How to verify the broker yourself
A four-step verification process applies to any broker disclosing offshore-only registration:
- Search the entity name on register.fca.org.uk. Coinexx Ltd does not return an authorized entity.
- Search brokercheck.finra.org for any US registration history. No matching entity returns.
- Open fca.org.uk/news/warnings and cftc.gov foreign-entities-red-list. Both pages return a Coinexx entry at scan date.
- Verify the MT4/MT5 server name shown in the platform login dialog against the MetaQuotes-published broker server directory.
Each step uses a primary public regulator source. No third-party broker-rating database is required for any of these checks.
Registered address versus marketed presence
The legal registration sits in Kingstown, Saint Vincent and the Grenadines. The marketing surface and customer support correspondence reference no operational office in the United Kingdom, Australia, the European Union, or the United States. No regional licensing entity is named on official pages.
This divergence is common in offshore-only brokers. The Saint Vincent and the Grenadines registration does not extend supervisory authority over forex client funds. The SVG FSA has issued public clarifications stating that forex and securities trading sit outside its remit.
Recovery options after a deposit
Three procedural routes apply to clients who have deposited and now report withdrawal blockage:
- Card chargeback: card-network chargeback under reason code "services not rendered." Timing windows vary by issuer (commonly 120 to 540 days from transaction date).
- Bank wire recall: applicable only within a narrow window post-transfer; success depends on receiving-bank cooperation.
- Cryptocurrency deposits: chain-level reversal is not available. The blockchain transaction is final; recovery depends on broker cooperation.
National financial ombudsman or compensation schemes do not extend coverage to clients of an unlicensed offshore broker.
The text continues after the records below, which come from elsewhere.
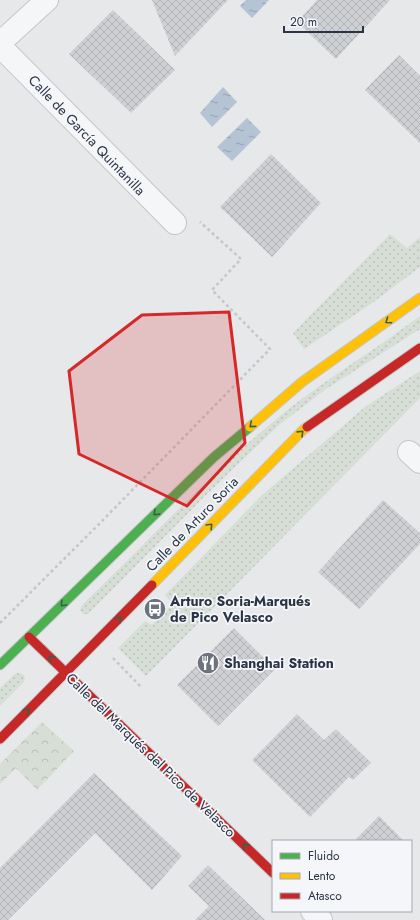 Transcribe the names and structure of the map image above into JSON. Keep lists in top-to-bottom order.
{
  "streets": {
    "main road": ["Calle de Arturo Soria", "Calle del Marqués del Pico de Velasco"],
    "street": ["Calle de García Quintanilla"]
  },
  "crossings": [
    ["Calle de Arturo Soria", "Calle del Marqués del Pico de Velasco"]
  ],
  "one_way": ["Calle del Marqués del Pico de Velasco"],
  "places": {
    "bus stop": ["Arturo Soria-Marqués de Pico Velasco"],
    "restaurant": ["Shanghai Station"]
  },
  "legend": ["Fluido", "Lento", "Atasco"],
  "scale_bar": "20 m"
} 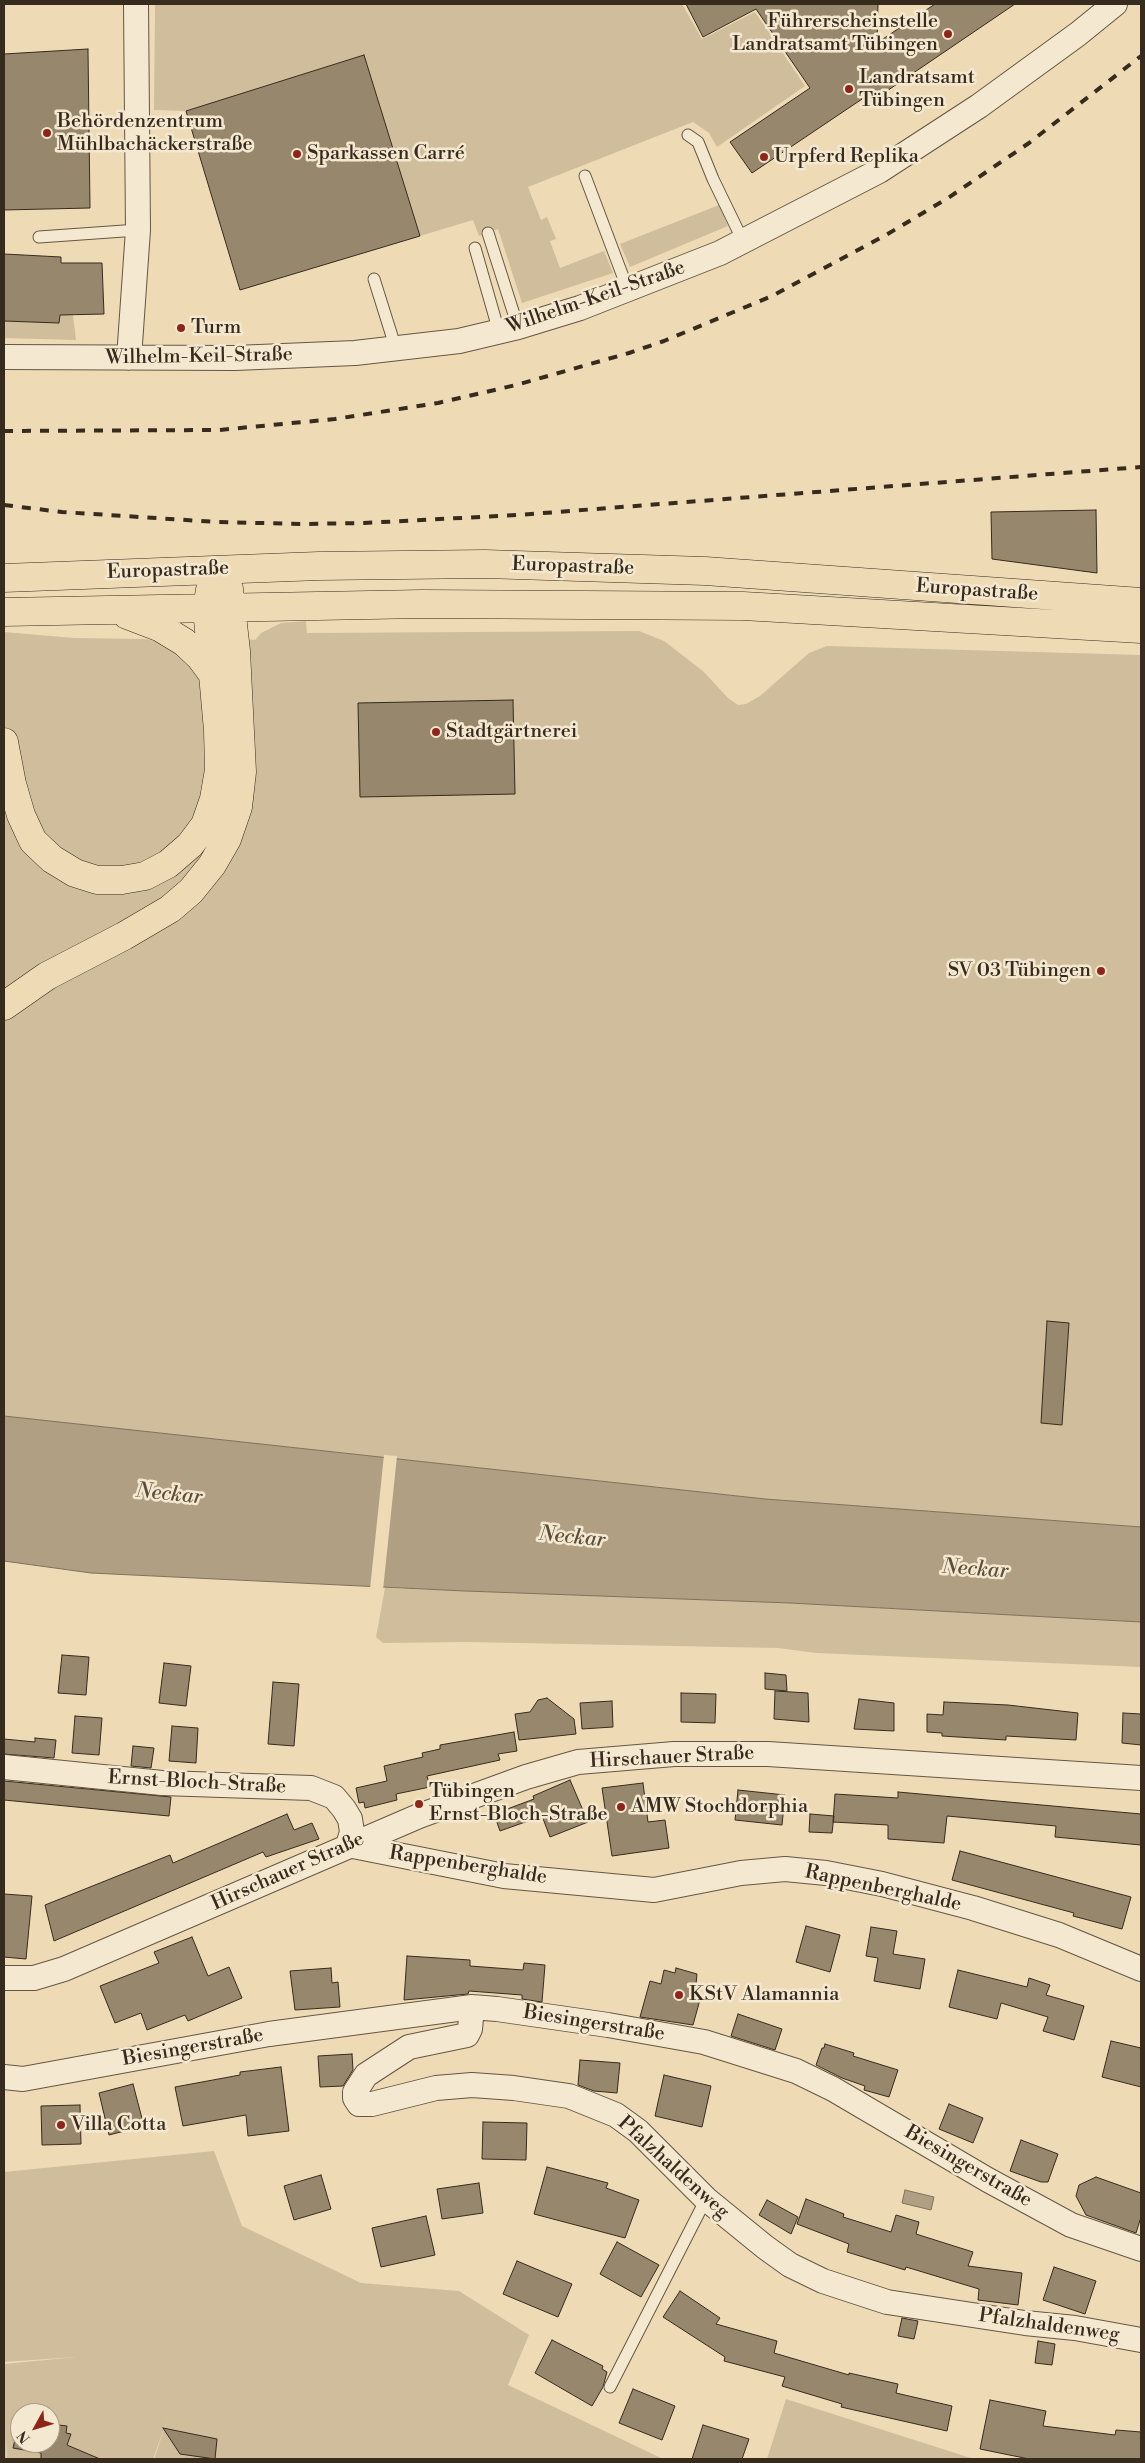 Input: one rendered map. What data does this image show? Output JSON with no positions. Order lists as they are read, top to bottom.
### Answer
{
  "streets": {
    "main road": ["Europastraße"],
    "street": [
      "Wilhelm-Keil-Straße",
      "Hirschauer Straße",
      "Ernst-Bloch-Straße",
      "Rappenberghalde",
      "Biesingerstraße",
      "Pfalzhaldenweg"
    ]
  },
  "crossings": [
    ["Hirschauer Straße", "Ernst-Bloch-Straße"],
    ["Hirschauer Straße", "Rappenberghalde"],
    ["Ernst-Bloch-Straße", "Rappenberghalde"],
    ["Biesingerstraße", "Pfalzhaldenweg"]
  ],
  "water": ["Neckar"],
  "places": [
    "Führerscheinstelle Landratsamt Tübingen",
    "Landratsamt Tübingen",
    "Behördenzentrum Mühlbachäckerstraße",
    "Sparkassen Carré",
    "Urpferd Replika",
    "Turm",
    "Stadtgärtnerei",
    "SV 03 Tübingen",
    "Tübingen Ernst-Bloch-Straße",
    "AMW Stochdorphia",
    "KStV Alamannia",
    "Villa Cotta"
  ],
  "north": "bottom left"
}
The CFTC and FCA accept reports for their respective enforcement databases but do not return private restitution.
Coinexx features at a glance
| Feature | Coinexx Information |
|---|---|
| Founded | 2017 |
| Headquarters | Kingstown, Saint Vincent and the Grenadines |
| Disclosed regulators | SVG FSA business-company registration only (non-regulatory) |
| Registration verified | Could not verify forex regulatory license at any Tier-1 or Tier-2 authority |
| Trading platforms | MT4, MT5, ActTrader |
| Minimum deposit | $10 |
| Maximum leverage | 1:500 |
| Account types | Standard, ECN, Islamic (swap-free), Demo |
| Islamic account | Available |
| Customer support | English (no full language list disclosed) |
| Deposit methods | Bank wire, Bitcoin, Ethereum, USDT, Skrill, Neteller, Perfect Money |
Should you avoid Coinexx?
Three findings carry decisive weight: an active FCA Warning List entry from November 2023, an active CFTC Foreign Entities Red List entry from June 2020, and no Tier-1 or Tier-2 regulatory license. No investor compensation scheme covers client funds. Documented withdrawal-dispute patterns layer operational risk on top of the regulatory profile.
The platform stack and entry-level pricing are competitive on paper. The trade-off lands unambiguously on the regulatory and recovery side. Forex clients in the UK and the US are explicitly named in the two Tier-1 advisories; clients in any other jurisdiction face the same absence of investor compensation cover and the same dependence on the broker's internal dispute process for fund recovery.
Forex and derivative products carry high leverage; some or all invested capital may be lost. This content is for information only, not investment advice. Verify the broker's current regulation status with the relevant authority's official site before any investment decision.